■ **Directions for this task**:
Pull every line from the records that has the word "canvas" in it.

** Opening Records for processing block **

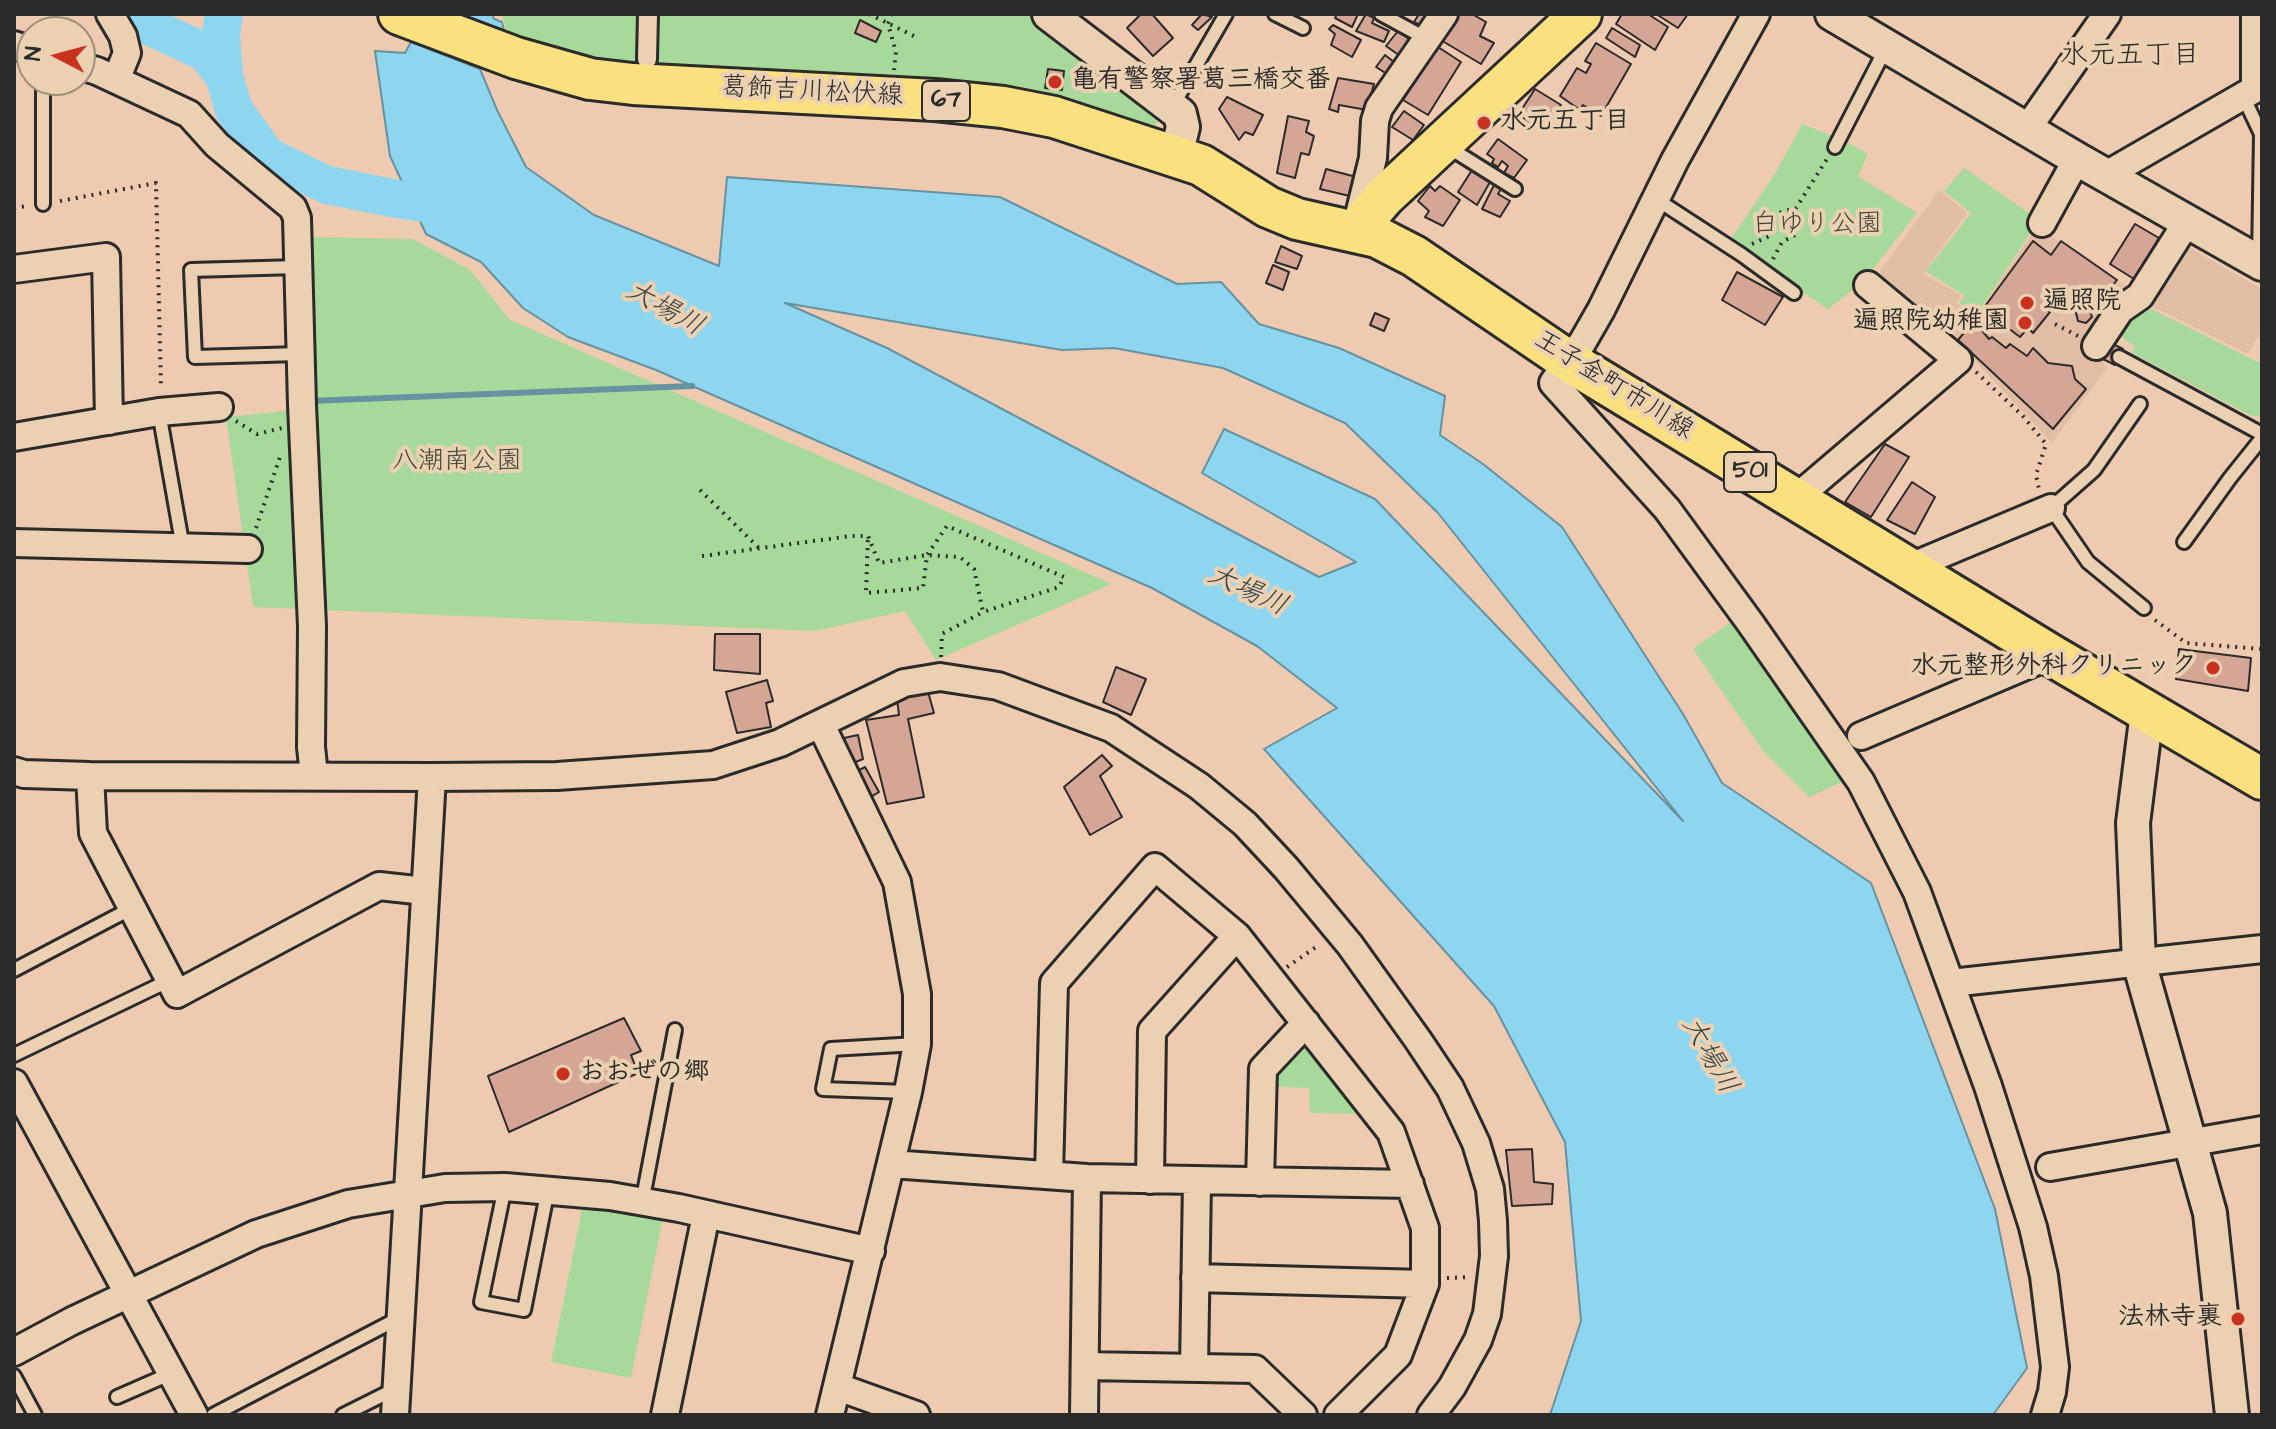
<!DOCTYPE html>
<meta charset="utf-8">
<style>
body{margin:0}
#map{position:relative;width:2276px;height:1429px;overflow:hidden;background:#eecbb0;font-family:"Architects Daughter",sans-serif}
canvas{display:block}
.frame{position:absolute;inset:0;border:16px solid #2b2b2b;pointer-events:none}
.north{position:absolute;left:16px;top:16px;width:80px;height:80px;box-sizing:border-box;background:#ebd1b2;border:2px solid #9e8f7c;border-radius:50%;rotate:276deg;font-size:22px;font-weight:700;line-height:32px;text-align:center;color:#2b2b2b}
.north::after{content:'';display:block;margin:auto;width:28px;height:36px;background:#c8321e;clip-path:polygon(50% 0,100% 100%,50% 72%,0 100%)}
</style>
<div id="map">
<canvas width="2276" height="1429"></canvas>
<div class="frame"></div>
<div class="north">N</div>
</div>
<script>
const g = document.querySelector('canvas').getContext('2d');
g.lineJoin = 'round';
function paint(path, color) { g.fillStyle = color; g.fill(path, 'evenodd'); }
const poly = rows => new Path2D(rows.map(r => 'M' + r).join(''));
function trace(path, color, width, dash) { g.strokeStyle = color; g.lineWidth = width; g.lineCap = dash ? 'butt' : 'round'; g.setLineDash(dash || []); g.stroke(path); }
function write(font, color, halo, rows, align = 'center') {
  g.font = font + ' "Architects Daughter","Klee One",sans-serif'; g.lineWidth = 8; g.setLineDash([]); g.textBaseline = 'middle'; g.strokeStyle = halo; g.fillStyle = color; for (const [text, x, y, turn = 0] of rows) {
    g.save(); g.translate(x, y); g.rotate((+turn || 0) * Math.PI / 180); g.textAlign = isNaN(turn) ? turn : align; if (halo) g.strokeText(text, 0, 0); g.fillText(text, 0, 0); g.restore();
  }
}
paint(poly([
 [1939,190,1967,213,1923,274,1961,295,1957,303,1977,315,2037,227,2129,288,2165,234,2262,289,2262,329,2248,354,2142,301,2098,356,2107,368,2052,443,1975,361,1873,281]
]), '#e2bda6');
paint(poly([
 [502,14,1031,14,1090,65,1160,113,1152,136,614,76,511,47],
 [1802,124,1845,141,1868,154,1858,176,1917,213,1862,283,1828,309,1728,243,1775,174],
 [1964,168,2039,220,1977,314,1959,303,1965,296,1926,271,1971,213,1944,191],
 [310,237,413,239,470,270,510,320,1112,584,936,660,905,611,815,631,253,607,226,417,315,408],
 [2141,304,2262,364,2262,417,2250,415,2132,353,2134,346,2118,334],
 [1738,617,1851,778,1809,797,1763,751,1693,649],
 [1300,1042,1312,1043,1367,1114,1310,1113,1309,1088,1268,1086,1268,1075],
 [583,1205,663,1218,631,1378,551,1362]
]), '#a7d99a');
const water = poly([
 [438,14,492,14,494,19,502,22,506,40,438,14],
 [411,42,480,69,497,110,526,167,594,215,719,266,727,177,1000,197,1177,284,1221,282,1259,324,1339,348,1445,396,1440,435,1483,464,1562,527,1683,714,1722,783,1871,883,1995,1209,2027,1368,1993,1415,1550,1415,1581,1321,1565,1142,1494,1006,1264,749,1337,708,1257,646,1152,588,656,370,568,337,523,308,481,262,426,234,390,156,375,51,405,53,411,42],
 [785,303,1062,350,1114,348,1223,368,1345,423,1438,513,1683,821,1375,499,1224,429,1202,473,1356,562,1319,577,887,348,785,303]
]);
paint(water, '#8ed6f0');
trace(water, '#6692a1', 2);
trace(poly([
 [309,401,692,386]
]), '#6692a1', 6);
trace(poly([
 [135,14,144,24,205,52,224,76],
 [224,14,221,34,224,76,234,110,267,156,327,185,397,199,463,209]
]), '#8ed6f0', 38);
const building = poly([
 [1141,14,1152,14,1173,38,1153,56,1127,28,1141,14],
 [1202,14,1212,17,1198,30,1192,25,1202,14],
 [1337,14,1358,14,1352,27,1335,18,1337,14],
 [1366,14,1374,18,1372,23,1389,31,1384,42,1356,31,1366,14],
 [1419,14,1431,17,1426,28,1414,22,1419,14],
 [1455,14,1472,14,1486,22,1480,36,1494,43,1481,64,1439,39,1455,14],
 [1622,14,1648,14,1668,27,1655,50,1616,24,1622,14],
 [1656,14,1688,14,1678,28,1656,14],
 [860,20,881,31,876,42,855,33,860,20],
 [1333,25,1361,40,1352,57,1331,45,1335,34,1329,29,1333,25],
 [1612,28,1640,45,1635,57,1606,38,1612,28],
 [1398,31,1409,39,1403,58,1386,46,1398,31],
 [1596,43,1631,64,1601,116,1583,105,1580,110,1560,96,1577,68,1586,73,1591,64,1585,61,1596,43],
 [1438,47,1461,62,1428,115,1403,100,1438,47],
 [1385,55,1399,66,1390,76,1376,67,1385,55],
 [1048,69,1064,71,1062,90,1045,88,1048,69],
 [1338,78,1374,84,1367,110,1339,105,1338,112,1329,109,1338,78],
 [1535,89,1561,105,1545,131,1518,115,1535,89],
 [1227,97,1263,115,1253,135,1245,132,1239,140,1219,109,1227,97],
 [1404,111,1424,125,1413,140,1392,127,1404,111],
 [1288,116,1309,121,1306,132,1314,136,1309,155,1301,153,1295,178,1277,173,1288,116],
 [1498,139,1527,160,1514,178,1504,173,1508,166,1502,161,1498,167,1492,163,1494,159,1487,154,1498,139],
 [1326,169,1360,178,1354,197,1320,189,1326,169],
 [1472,170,1490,182,1477,205,1458,192,1472,170],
 [1494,185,1501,189,1498,194,1510,201,1500,217,1482,209,1494,185],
 [1430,186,1435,191,1440,186,1460,200,1443,226,1425,217,1429,211,1418,201,1430,186],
 [2135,224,2159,238,2134,279,2110,264,2135,224],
 [2033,241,2051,255,2061,241,2117,280,2095,308,2084,299,2077,306,2064,296,2056,306,2049,300,2044,307,2050,312,2033,333,2028,328,2020,337,1983,309,2033,241],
 [1281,246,1302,256,1297,269,1275,262,1281,246],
 [1273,265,1289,272,1283,290,1266,283,1273,265],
 [1737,272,1783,297,1765,325,1722,300,1737,272],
 [2082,307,2090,310,2092,317,2086,323,2078,321,2076,313,2082,307],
 [1375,313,1389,319,1384,331,1370,325,1375,313],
 [1974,321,1989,339,1992,337,2006,348,2010,344,2027,356,2033,348,2048,363,2072,366,2075,379,2086,389,2053,429,1958,340,1974,321],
 [2109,342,2123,349,2115,365,2101,358,2109,342],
 [1885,444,1909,457,1871,517,1845,502,1885,444],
 [1912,482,1935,497,1915,534,1887,520,1912,482],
 [715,634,760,634,760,674,714,670,715,634],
 [2179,649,2251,658,2248,691,2176,679,2179,649],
 [1116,667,1146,679,1131,715,1103,702,1116,667],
 [767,680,773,701,766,703,771,727,737,733,726,692,767,680],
 [928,692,934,713,908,719,924,797,887,804,866,720,899,715,897,699,928,692],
 [858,735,863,759,851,764,844,738,858,735],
 [1102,755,1112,766,1100,776,1122,817,1090,835,1064,787,1102,755],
 [865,767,879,792,869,798,854,773,865,767],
 [624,1018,641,1051,631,1055,638,1073,509,1132,488,1076,624,1018],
 [1532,1149,1534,1182,1553,1184,1552,1204,1512,1206,1506,1150,1532,1149]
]);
paint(building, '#d5a696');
trace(building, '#2b2b2b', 2);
const service = poly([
 [1275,14,1303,28],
 [1381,14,1427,39],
 [43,80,43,204],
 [2243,96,2261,134,2259,260],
 [1172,107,1226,14],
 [1448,147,1515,189],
 [1835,147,1886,48],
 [1656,199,1742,255,1794,293],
 [298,267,191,270,195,357,300,354],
 [2119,357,2262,434],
 [2140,404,2094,470,2051,508,2088,562,2144,608],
 [159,412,183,548],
 [2184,542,2230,478,2262,438],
 [14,970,132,908],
 [14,1055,170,980],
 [908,1092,823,1089,831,1049,917,1044],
 [505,1187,481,1302,524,1310,548,1189],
 [642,1203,675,1030],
 [14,1376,35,1415],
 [117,1397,172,1373],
 [213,1415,401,1317],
 [343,1415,397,1388]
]);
const pedestrian = poly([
 [647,59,648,14]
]);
const minor = poly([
 [110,14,123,36,127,53,116,80],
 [1756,14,1675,160,1601,310,1582,343,1553,383,1667,509,1751,624,1861,782,1917,892,1988,1086,2033,1227,2044,1276,2055,1367,2052,1392,2045,1415],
 [14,45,32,51],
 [80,66,97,71,189,114,217,145,293,208,297,218,302,405,312,626,311,747,314,775],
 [2027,129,2107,14],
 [2106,175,2255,89,2255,14],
 [1357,223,1373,158,1375,121,1379,108,1444,14],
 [2042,223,2077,159],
 [14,269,106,257,109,421],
 [2096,346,2120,310,2140,296,2187,222],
 [14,437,159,412,219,407],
 [1795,499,1958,360,1868,285],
 [14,543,248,549],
 [1908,568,2051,508],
 [821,725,897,882,917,994,917,1044,908,1092,830,1415],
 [1861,736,2051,655],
 [14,771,24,774,90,776,432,777,557,776,713,765,780,743,904,683,940,677,998,686,1111,728,1199,786,1245,824,1286,868,1350,945,1418,1040,1450,1088,1476,1143,1490,1189,1493,1221,1494,1256,1487,1314,1478,1340,1452,1387,1431,1415],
 [90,776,93,833,177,994,379,886,425,891],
 [1951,983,2262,949],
 [14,1083,194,1415],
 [891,1164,1087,1178,1410,1184],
 [2050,1167,2262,1130],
 [1049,1175,1054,983,1155,867,1237,936,1391,1132,1425,1228,1425,1284,1398,1355,1338,1415],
 [1150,1180,1152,1031,1237,936],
 [1260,1182,1263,1069,1306,1023],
 [1195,1278,1425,1284],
 [14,1352,72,1321,256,1234,348,1204,445,1188,505,1187,610,1196,679,1208,871,1251],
 [1085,1366,1255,1369,1303,1415],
 [1194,1368,1197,1181],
 [838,1387,916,1415],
 [395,1415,432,777],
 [665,1415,706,1215],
 [1084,1415,1087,1178]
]);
const tertiary = poly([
 [1049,14,1180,114,1183,127,1176,155],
 [1832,14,2077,159,2262,264],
 [2147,712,2133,823,2139,962,2210,1213,2232,1415]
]);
const primary = poly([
 [399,14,516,58,590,79,633,84,935,100,1003,107,1054,117,1201,165,1268,207,1297,219,1377,237,1414,256,1567,360,2051,655,2262,779],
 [1355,231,1384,197,1581,14]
]);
trace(service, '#2b2b2b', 18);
trace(pedestrian, '#2b2b2b', 24);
trace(minor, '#2b2b2b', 32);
trace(tertiary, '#2b2b2b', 38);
trace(primary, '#2b2b2b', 46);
trace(poly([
 [869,14,914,36],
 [891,14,888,24,896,52,894,70],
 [60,201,156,183,161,388],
 [14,208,27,206],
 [1752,244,1772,235,1775,214,1796,208,1827,159],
 [1773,259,1782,242,1795,235,1796,208],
 [2055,324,2078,336],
 [1976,372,2022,415,2046,444,2036,475,2039,489],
 [236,421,257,434,282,428],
 [700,490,759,548],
 [256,528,280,457],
 [702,556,851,536,868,536,879,563,927,555,960,557,974,569,983,612,1059,587,1064,577,947,526,927,555,923,588,866,593,868,536],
 [2155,620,2186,643,2262,649],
 [941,657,942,634,983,612],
 [1287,967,1319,945],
 [1447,1278,1470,1277]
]), '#2b2b2b', 4, [2, 6]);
trace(service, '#ebd1b2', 12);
trace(pedestrian, '#ebd1b2', 18);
trace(minor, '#ebd1b2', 26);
trace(tertiary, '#ebd1b2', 32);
trace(primary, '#fbe080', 40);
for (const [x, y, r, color] of [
 [1055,82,8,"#c8321e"],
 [1484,123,8,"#c8321e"],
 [2027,303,8,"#c8321e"],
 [2025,323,8,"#c8321e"],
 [2213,668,8,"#c8321e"],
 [563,1074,8,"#c8321e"],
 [2238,1319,8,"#c8321e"]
]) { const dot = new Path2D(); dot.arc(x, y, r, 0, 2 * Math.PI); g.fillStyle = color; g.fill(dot); trace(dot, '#ebd1b2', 3); }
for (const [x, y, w] of [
 [946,101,48],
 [1750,472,52]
]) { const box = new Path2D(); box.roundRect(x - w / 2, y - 20, w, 40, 6); g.fillStyle = '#ebd1b2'; g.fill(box); trace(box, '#2b2b2b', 2); }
write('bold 24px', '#2b2b2b', null, [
 ["67",946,101],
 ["501",1750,472]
]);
write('bold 26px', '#2b2b2b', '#ebd1b2', [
 ["亀有警察署葛三橋交番",1071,82],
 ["水元五丁目",1500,123],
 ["遍照院",2043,303],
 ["遍照院幼稚園",2009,323,"right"],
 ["水元整形外科クリニック",2197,668,"right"],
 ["おおぜの郷",579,1074],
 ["法林寺裏",2222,1319,"right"]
], 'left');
write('26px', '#2b2b2b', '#ebd1b2', [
 ["葛飾吉川松伏線",812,93,3],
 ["王子金町市川線",1613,386,32]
]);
write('26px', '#3e453c', '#ebd1b2', [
 ["白ゆり公園",1817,226],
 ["八潮南公園",457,463]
]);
write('28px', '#2b2b2b', '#ebd1b2', [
 ["水元五丁目",2130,57]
]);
write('italic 28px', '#3a4549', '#ebd1b2', [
 ["大場川",664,310,29],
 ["大場川",1247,592,25],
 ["大場川",1708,1056,60]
]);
</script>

** Closing Records for processing block **

■ **Exercise answer**:
canvas{display:block}
<canvas width="2276" height="1429"></canvas>
const g = document.querySelector('canvas').getContext('2d');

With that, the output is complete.